INSTRUCTIONS TO FOLLOW: Exactly those lines that run from the one containing "way · 60 m</p></div>" through the last line of the entries below should be printed, and no others.

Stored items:
+++
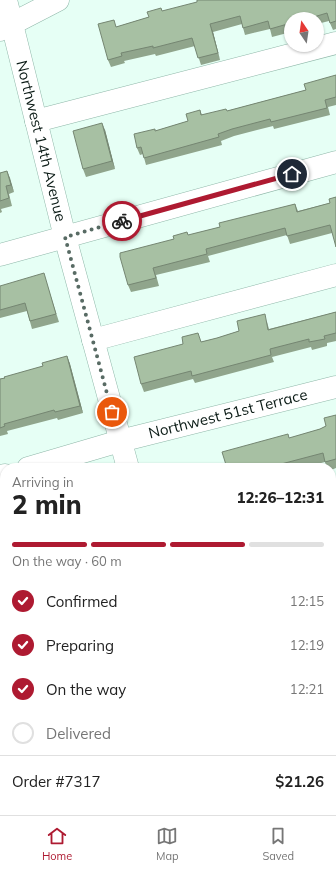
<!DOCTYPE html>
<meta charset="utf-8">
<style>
body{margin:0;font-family:Mulish,sans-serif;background:#f2f2f2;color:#222;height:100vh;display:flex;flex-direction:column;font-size:15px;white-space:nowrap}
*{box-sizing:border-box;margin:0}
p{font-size:13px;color:#767676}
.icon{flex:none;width:22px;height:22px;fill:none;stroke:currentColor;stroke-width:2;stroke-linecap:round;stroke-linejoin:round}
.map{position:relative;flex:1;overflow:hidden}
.drawer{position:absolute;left:0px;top:463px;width:336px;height:352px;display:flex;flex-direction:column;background:#fff;border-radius:16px 16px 0 0;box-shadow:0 1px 3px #0004}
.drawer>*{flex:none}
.needle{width:26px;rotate:347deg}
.fabs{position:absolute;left:284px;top:12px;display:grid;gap:8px}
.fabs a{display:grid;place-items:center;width:40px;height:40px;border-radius:50%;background:#fff;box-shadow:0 1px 3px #0004;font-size:20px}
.pin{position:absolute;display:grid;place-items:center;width:34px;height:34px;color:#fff;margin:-17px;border:2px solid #fff;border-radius:50%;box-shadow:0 1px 4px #0007}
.courier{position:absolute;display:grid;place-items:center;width:40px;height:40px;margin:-20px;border:3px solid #ae1a31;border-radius:50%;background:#fff;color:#222;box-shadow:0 1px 5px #0007}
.overview em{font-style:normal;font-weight:800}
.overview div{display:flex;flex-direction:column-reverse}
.overview{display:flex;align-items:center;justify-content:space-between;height:68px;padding:0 12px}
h1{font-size:26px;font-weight:800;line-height:30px}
.bar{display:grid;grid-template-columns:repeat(4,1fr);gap:6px 4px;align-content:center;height:48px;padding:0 12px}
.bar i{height:5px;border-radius:3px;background:#e0e0e0}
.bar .on{background:#ae1a31}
.bar p{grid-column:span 4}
.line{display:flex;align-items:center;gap:10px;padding:0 12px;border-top:1px solid #e0e0e0}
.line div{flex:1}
ol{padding:0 12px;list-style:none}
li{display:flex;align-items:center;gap:12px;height:44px}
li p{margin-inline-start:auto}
li .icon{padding:4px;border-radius:50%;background:#ae1a31;color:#fff;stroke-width:4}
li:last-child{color:#767676}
li i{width:22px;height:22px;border:2px solid #e0e0e0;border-radius:50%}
.tabs{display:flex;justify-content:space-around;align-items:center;height:56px;border-top:1px solid #e0e0e0;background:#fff;font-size:11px;color:#767676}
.tabs a{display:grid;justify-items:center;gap:2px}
.tabs .on{color:#ae1a31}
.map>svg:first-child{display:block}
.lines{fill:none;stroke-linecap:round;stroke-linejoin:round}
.minor-casing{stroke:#8fb7a9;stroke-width:23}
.minor{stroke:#fff;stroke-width:22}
.wall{fill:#90a58c}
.shaded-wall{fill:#758672}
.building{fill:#a7c0a3;stroke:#758672}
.done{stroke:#586b64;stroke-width:4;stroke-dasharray:0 7.2}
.route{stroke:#ae1a31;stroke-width:5}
.labels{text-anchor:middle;stroke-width:3.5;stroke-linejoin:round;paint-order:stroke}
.street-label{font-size:15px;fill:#0b1b16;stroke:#fff}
</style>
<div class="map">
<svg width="336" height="815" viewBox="0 0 336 815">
<rect width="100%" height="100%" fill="#e6fff5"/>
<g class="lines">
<!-- minor casing -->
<g class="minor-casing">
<g id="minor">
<polyline points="6,0 65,237 128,468"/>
<polyline points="0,30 58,0"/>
<polyline points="36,121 336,43"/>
<polyline points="0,255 336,162"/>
<polyline points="93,340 336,275"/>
<polyline points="28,468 120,441 336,387"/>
<polyline points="0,476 5,475"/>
<polyline points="331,507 336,506"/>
<polyline points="331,627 336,626"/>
<polyline points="0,712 5,711"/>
<polyline points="331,746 336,745"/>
<polyline points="223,810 224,815"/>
</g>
</g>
<!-- minor -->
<use href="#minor" class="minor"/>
</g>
<!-- wall -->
<g class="wall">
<polygon points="336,0 336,29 333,30 329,21 317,24 317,19 291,19 291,32 272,37 270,29 245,35 242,24 213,32 220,60 201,65 195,46 156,56 155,54 124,61 125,63 111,67 108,60 116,27 149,17 162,11"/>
<polygon points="336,75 336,105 328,107 330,115 274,129 273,126 234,136 221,141 222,145 146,165 143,154 140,155 137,148 155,131 188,121 200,110 202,115 227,111 306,90"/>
<polygon points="105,130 115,169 86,177 83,169"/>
<polygon points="7,171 14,192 9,194 12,206 1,209 2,212 0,213 0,173"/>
<polygon points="336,197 332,233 290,244 287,235 208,256 210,262 156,275 159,286 131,292 128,285 174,239 220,227 295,204 298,211 330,203"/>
<polygon points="46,281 59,322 32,329 27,311 0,318 0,286"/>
<polygon points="336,312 336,341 327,343 327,346 312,350 311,347 272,357 274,362 195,383 193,379 144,392 141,384 183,344 201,342 217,338 267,322 269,329"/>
<polygon points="67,356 70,364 83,413 58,420 57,418 7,431 8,434 0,436 0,379 43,366"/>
<polygon points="336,415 336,468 331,470 331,468 327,468 325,462 302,468 227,468 290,438 320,429 326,426"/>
<polygon points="5,509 5,559 0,561 0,511"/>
<polygon points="336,531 336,581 332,582 331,579 331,532"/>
<polygon points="336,661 336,692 331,693 331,662"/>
</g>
<!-- shaded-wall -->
<g class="shaded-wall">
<polygon points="210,24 213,32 220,60 218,53"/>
<polygon points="102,123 105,130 115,169 112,161"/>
<polygon points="7,171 10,178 14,192 11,185"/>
<polygon points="67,356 70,364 83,413 80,406"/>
</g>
<!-- building -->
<g class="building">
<polygon points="197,0 336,0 336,21 330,23 327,13 307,19 291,19 291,23 270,29 268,21 243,28 240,16 210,24 218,53 198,58 192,38 153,48 153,46 121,53 122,56 108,60 98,24 114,20 116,27 149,17 147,12 161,8 162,11 197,2"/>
<polygon points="336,75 336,97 325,100 327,108 271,122 270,119 232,129 218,134 219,137 144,158 141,147 137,148 134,134 155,129 155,131 188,121 186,114 200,110 201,115 226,109 227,111 306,90 304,84"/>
<polygon points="102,123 112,161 83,169 73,131"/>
<polygon points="7,171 11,185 6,186 9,198 0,201 0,173"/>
<polygon points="336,197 336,247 330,225 287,236 285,228 206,249 207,254 153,268 156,278 128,285 120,257 120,253 174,239 173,236 187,232 188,235 220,227 219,223 295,204 297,212 330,203 329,199"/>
<polygon points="44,273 56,314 30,321 25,303 0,310 0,286"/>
<polygon points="336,312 336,333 324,336 325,339 309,342 309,339 270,349 271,355 192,376 191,371 141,384 134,357 183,344 182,337 198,333 201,342 217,338 239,331 237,321 265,314 268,330"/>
<polygon points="67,356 80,406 55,412 54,410 4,424 5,426 0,428 0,379 5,378 4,377 43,366 42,363"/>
<polygon points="336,415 336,459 325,462 323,453 266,468 227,468 222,452 288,434 289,438 320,429 326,426 324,418"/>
<polygon points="5,509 5,551 0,552 0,511"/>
<polygon points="336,531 336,573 331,575 331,532"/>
<polygon points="336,661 336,684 331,685 331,662"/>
<polygon points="336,757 336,815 255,815 253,810 331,810 331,758"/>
</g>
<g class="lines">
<!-- done -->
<polyline class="done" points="112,412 65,237 122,221"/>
<!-- route -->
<polyline class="route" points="122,221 292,174"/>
</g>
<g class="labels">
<!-- street labels -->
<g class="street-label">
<text transform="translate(41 141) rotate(76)" y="5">Northwest 14th Avenue</text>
<text transform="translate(228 414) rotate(-14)" y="5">Northwest 51st Terrace</text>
</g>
</g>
</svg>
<div class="fabs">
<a><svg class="needle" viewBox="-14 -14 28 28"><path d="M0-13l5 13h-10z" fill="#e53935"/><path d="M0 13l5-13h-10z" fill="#767676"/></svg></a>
</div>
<div class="pin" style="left:112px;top:412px;background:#ea580c"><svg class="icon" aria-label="bag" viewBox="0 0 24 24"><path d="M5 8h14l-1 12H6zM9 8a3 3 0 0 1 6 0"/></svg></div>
<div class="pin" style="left:292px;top:174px;background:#1f2937"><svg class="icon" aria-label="home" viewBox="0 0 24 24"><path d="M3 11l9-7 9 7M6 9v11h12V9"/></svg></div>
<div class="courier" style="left:122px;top:221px"><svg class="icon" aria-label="bike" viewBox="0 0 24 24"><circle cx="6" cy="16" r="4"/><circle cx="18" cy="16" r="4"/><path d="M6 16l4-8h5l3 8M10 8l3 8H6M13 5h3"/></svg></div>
<section class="drawer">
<div class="overview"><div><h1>2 min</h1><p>Arriving in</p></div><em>12:26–12:31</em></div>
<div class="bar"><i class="on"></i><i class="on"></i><i class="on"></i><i></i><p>On the way · 60 m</p></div>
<ol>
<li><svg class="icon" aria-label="check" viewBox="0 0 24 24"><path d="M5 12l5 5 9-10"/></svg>Confirmed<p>12:15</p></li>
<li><svg class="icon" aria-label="check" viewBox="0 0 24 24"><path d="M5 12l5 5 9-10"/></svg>Preparing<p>12:19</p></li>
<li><svg class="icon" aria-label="check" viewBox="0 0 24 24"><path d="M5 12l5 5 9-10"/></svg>On the way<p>12:21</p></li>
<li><i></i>Delivered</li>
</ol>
<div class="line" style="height:52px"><div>Order #7317</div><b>$21.26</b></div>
</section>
</div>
<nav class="tabs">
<a class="on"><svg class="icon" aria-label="home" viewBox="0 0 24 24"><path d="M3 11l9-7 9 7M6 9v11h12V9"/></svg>Home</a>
<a><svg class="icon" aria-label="map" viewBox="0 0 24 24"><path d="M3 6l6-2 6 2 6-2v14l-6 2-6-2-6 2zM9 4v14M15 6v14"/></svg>Map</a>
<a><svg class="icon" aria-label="saved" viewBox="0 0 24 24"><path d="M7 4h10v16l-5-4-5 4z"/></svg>Saved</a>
</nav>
+++
SOLUTION FOR THIS PROBLEM:
<div class="bar"><i class="on"></i><i class="on"></i><i class="on"></i><i></i><p>On the way · 60 m</p></div>
<ol>
<li><svg class="icon" aria-label="check" viewBox="0 0 24 24"><path d="M5 12l5 5 9-10"/></svg>Confirmed<p>12:15</p></li>
<li><svg class="icon" aria-label="check" viewBox="0 0 24 24"><path d="M5 12l5 5 9-10"/></svg>Preparing<p>12:19</p></li>
<li><svg class="icon" aria-label="check" viewBox="0 0 24 24"><path d="M5 12l5 5 9-10"/></svg>On the way<p>12:21</p></li>
<li><i></i>Delivered</li>
</ol>
<div class="line" style="height:52px"><div>Order #7317</div><b>$21.26</b></div>
</section>
</div>
<nav class="tabs">
<a class="on"><svg class="icon" aria-label="home" viewBox="0 0 24 24"><path d="M3 11l9-7 9 7M6 9v11h12V9"/></svg>Home</a>
<a><svg class="icon" aria-label="map" viewBox="0 0 24 24"><path d="M3 6l6-2 6 2 6-2v14l-6 2-6-2-6 2zM9 4v14M15 6v14"/></svg>Map</a>
<a><svg class="icon" aria-label="saved" viewBox="0 0 24 24"><path d="M7 4h10v16l-5-4-5 4z"/></svg>Saved</a>
</nav>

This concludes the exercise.